Prep the air fryer: Preheat to 320°F (160°C) for 3–5 minutes. Line a muffin tin that fits your air fryer basket or use sturdy silicone muffin cups.
Lightly grease the cups.
Mix dry ingredients: In a large bowl, whisk flour, sugar, baking powder, baking soda, cinnamon, nutmeg, ginger, and salt until well combined.
Mix wet ingredients: In a separate bowl, whisk the eggs, oil, yogurt, and vanilla until smooth.
Combine: Pour the wet mixture into the dry ingredients. Stir gently with a spatula until just combined. The batter will be thick—don’t overmix.
Fold in carrots and add-ins: Stir in the grated carrots and any optional nuts or raisins.
Fold until evenly distributed.
Fill cups: Divide the batter evenly among 8–10 muffin cups, filling them about 3/4 full. Smooth the tops slightly with a spoon.

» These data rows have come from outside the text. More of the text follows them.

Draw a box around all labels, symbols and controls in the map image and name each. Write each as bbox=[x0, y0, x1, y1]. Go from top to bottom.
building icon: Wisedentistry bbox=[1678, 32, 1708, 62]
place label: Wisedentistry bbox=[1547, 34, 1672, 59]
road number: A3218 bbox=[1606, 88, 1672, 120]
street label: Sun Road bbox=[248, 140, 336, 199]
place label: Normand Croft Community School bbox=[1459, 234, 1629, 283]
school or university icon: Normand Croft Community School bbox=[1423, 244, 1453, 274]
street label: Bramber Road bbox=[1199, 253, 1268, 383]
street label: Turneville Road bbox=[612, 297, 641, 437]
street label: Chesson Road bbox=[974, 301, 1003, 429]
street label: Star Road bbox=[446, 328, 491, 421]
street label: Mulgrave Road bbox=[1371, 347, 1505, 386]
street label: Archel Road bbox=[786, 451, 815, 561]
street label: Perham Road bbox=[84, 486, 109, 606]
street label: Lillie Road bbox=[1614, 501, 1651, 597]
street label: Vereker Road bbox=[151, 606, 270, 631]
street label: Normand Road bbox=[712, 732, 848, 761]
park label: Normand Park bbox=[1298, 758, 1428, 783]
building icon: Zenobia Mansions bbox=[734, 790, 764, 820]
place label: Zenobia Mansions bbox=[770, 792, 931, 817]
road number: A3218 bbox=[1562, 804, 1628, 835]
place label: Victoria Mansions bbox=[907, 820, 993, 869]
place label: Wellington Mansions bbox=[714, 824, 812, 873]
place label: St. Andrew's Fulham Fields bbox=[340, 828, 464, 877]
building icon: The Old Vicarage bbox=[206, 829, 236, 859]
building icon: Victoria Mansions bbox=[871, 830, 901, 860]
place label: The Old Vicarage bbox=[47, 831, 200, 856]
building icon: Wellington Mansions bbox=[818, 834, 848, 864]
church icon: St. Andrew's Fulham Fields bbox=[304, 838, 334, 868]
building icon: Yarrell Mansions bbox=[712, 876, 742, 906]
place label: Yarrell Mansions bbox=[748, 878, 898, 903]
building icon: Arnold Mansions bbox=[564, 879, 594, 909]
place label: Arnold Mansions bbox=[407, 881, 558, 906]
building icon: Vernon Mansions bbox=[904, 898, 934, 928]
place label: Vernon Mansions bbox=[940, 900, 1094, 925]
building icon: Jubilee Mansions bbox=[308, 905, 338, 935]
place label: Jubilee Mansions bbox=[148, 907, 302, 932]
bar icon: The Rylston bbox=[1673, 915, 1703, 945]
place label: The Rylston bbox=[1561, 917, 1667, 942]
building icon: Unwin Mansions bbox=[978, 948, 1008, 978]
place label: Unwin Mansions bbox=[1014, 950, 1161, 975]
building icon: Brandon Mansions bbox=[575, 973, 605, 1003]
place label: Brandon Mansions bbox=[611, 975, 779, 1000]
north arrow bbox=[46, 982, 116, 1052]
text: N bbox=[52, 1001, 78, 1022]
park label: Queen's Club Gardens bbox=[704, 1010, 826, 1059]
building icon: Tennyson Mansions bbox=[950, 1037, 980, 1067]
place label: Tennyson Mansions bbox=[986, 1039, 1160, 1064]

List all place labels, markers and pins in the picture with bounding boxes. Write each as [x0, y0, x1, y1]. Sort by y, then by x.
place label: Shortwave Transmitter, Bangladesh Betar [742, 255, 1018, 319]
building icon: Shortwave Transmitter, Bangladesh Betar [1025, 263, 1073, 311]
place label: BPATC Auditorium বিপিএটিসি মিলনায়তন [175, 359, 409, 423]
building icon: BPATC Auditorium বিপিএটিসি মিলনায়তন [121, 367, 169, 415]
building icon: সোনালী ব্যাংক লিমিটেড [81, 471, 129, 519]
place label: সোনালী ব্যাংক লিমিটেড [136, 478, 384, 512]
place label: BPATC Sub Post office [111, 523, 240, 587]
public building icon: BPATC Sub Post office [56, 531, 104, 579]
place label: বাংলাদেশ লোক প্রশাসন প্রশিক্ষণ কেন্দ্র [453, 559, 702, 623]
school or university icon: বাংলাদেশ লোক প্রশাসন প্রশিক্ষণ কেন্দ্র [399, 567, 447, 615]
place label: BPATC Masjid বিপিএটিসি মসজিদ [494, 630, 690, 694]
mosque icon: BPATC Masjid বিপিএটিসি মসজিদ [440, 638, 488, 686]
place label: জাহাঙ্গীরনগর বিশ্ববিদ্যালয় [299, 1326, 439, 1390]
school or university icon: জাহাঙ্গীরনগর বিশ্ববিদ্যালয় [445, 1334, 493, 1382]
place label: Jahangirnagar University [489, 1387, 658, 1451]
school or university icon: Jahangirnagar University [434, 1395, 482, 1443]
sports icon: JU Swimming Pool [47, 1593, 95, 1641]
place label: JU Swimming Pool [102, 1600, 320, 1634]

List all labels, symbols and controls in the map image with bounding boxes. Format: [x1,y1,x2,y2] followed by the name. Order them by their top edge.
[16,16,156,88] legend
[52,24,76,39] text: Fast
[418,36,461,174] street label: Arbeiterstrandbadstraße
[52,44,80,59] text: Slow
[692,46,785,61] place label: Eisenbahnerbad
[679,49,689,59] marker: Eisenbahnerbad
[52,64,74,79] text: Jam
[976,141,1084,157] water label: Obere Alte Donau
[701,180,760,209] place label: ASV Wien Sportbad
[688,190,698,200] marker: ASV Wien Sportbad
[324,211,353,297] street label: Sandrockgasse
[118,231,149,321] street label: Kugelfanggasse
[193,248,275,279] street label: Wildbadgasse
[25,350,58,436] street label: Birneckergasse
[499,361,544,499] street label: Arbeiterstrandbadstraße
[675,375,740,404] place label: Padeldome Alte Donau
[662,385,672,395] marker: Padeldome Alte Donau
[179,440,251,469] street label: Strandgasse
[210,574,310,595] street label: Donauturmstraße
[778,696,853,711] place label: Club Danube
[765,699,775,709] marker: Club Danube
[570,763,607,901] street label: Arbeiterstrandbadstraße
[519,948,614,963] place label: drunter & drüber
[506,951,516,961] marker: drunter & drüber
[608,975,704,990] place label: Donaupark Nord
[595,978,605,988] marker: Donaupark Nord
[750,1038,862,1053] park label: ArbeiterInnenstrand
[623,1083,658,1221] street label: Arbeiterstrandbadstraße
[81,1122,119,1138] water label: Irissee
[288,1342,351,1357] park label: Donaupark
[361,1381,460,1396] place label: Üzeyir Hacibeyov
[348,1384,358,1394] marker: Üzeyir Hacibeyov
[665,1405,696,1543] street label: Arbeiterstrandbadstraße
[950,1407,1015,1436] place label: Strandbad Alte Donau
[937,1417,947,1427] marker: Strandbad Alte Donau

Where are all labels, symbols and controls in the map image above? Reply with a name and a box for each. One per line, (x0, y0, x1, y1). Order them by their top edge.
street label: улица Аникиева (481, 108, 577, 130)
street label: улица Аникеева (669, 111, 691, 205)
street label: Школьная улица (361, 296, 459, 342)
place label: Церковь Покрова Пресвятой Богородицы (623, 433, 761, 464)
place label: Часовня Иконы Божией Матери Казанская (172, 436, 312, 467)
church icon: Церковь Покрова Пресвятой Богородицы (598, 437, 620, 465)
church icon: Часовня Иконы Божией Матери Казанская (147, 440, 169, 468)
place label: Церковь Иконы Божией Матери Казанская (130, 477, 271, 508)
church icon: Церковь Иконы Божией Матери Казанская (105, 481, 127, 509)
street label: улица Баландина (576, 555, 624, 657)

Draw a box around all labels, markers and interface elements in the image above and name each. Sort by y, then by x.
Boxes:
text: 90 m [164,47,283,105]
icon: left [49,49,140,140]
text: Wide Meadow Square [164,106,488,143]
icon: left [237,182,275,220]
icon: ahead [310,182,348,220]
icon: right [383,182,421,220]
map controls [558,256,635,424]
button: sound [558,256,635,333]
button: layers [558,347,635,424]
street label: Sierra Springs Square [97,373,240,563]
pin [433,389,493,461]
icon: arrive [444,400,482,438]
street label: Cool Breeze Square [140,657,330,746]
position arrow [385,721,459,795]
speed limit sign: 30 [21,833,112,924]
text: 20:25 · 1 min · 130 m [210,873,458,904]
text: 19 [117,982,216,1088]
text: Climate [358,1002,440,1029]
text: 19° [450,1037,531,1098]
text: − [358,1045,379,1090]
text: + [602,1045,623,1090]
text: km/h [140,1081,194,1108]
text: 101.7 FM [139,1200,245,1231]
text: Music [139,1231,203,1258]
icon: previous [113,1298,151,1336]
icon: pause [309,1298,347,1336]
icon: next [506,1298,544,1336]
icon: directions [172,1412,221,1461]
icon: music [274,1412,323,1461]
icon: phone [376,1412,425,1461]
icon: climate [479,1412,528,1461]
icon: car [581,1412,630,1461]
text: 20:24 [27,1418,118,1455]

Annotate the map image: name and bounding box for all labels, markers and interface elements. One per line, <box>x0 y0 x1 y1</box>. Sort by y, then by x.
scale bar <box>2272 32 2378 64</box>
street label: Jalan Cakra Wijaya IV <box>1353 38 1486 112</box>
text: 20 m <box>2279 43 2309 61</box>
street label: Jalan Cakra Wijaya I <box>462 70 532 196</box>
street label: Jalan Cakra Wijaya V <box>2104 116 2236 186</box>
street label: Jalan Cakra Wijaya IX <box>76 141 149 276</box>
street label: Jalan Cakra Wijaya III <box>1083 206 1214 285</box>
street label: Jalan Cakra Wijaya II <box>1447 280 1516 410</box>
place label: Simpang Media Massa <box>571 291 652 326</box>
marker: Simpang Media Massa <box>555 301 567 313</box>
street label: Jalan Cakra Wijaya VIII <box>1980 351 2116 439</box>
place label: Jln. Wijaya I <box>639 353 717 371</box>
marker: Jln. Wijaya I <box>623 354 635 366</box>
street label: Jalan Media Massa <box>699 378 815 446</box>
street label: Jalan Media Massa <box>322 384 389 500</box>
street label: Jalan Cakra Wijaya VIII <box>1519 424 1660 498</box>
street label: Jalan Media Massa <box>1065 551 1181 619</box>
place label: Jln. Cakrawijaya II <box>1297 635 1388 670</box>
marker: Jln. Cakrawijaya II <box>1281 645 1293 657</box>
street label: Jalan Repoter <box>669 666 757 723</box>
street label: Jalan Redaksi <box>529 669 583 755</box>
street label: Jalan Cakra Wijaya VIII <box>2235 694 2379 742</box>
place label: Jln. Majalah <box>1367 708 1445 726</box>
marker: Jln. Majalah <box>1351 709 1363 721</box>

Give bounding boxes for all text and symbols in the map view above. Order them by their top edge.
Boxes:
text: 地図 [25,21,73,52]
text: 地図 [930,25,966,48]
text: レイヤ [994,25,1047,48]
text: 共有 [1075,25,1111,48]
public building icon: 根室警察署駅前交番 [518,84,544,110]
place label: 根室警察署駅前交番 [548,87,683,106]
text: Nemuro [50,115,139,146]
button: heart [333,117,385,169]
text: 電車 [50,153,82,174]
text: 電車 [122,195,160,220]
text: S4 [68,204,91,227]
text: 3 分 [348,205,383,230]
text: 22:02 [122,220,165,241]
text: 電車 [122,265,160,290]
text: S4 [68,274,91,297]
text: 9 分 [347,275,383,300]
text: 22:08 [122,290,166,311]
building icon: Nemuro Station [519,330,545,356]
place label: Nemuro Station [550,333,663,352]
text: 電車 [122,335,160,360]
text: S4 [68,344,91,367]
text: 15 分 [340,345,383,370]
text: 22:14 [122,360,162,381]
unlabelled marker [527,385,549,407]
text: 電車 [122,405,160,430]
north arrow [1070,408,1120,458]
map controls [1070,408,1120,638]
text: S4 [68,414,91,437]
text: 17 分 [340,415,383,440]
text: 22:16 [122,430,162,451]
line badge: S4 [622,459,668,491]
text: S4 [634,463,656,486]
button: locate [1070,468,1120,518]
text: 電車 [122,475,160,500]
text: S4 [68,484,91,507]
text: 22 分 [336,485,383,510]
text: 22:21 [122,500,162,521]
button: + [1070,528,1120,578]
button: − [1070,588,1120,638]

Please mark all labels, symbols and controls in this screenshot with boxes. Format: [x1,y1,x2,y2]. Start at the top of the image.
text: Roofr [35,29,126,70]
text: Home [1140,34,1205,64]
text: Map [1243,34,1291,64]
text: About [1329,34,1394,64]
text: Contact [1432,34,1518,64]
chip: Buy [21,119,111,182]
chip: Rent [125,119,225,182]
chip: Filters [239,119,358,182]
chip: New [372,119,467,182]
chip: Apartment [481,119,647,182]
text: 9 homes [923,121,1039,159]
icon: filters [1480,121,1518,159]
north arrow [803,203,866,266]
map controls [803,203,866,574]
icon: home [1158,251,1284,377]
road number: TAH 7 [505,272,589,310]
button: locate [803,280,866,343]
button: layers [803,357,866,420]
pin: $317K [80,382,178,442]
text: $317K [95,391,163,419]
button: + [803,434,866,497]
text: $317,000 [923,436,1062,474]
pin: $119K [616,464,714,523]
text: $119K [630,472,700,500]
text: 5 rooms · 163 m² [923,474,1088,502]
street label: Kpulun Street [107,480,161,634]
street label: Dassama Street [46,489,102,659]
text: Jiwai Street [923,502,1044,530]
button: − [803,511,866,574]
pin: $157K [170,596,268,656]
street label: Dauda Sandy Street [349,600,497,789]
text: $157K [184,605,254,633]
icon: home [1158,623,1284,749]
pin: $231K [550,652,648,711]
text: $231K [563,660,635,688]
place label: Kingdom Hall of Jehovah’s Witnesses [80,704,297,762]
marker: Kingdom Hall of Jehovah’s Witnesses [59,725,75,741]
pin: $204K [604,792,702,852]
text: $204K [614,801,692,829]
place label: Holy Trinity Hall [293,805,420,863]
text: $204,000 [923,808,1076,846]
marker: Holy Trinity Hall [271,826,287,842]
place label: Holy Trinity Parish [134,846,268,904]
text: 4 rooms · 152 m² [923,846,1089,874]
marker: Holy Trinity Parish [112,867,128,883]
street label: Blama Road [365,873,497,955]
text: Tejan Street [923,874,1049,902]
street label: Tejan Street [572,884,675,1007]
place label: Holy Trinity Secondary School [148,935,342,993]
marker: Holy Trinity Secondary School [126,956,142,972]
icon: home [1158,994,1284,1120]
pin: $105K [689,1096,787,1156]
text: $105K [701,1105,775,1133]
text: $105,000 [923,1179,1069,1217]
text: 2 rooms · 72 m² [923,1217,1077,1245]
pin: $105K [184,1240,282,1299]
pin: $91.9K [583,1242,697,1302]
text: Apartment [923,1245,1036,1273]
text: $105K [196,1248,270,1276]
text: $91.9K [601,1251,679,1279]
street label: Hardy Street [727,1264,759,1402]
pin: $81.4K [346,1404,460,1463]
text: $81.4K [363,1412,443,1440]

Air fry: Place the muffins in a single layer in the basket. Air fry at 320°F (160°C) for 12–16 minutes, or until the tops are set and a toothpick comes out with just a few moist crumbs.
Work in batches if needed.
Cool: Let muffins cool in the cups for 5 minutes, then transfer to a rack. Cool completely if you plan to glaze.
Optional glaze: Beat cream cheese, powdered sugar, milk, vanilla, and a pinch of salt until smooth. Spread or drizzle over cooled muffins.